Content starts

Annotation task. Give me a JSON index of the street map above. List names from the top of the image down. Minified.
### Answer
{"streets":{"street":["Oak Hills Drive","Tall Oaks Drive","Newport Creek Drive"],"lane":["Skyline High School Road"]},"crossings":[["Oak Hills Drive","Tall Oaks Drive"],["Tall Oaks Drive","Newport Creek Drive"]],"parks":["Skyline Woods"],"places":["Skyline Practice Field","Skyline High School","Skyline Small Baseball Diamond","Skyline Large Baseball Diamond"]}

Content ends

Your task is to retype all of the lines above exactly.

Completed exercise:
Annotation task. Give me a JSON index of the street map above. List names from the top of the image down. Minified.
### Answer
{"streets":{"street":["Oak Hills Drive","Tall Oaks Drive","Newport Creek Drive"],"lane":["Skyline High School Road"]},"crossings":[["Oak Hills Drive","Tall Oaks Drive"],["Tall Oaks Drive","Newport Creek Drive"]],"parks":["Skyline Woods"],"places":["Skyline Practice Field","Skyline High School","Skyline Small Baseball Diamond","Skyline Large Baseball Diamond"]}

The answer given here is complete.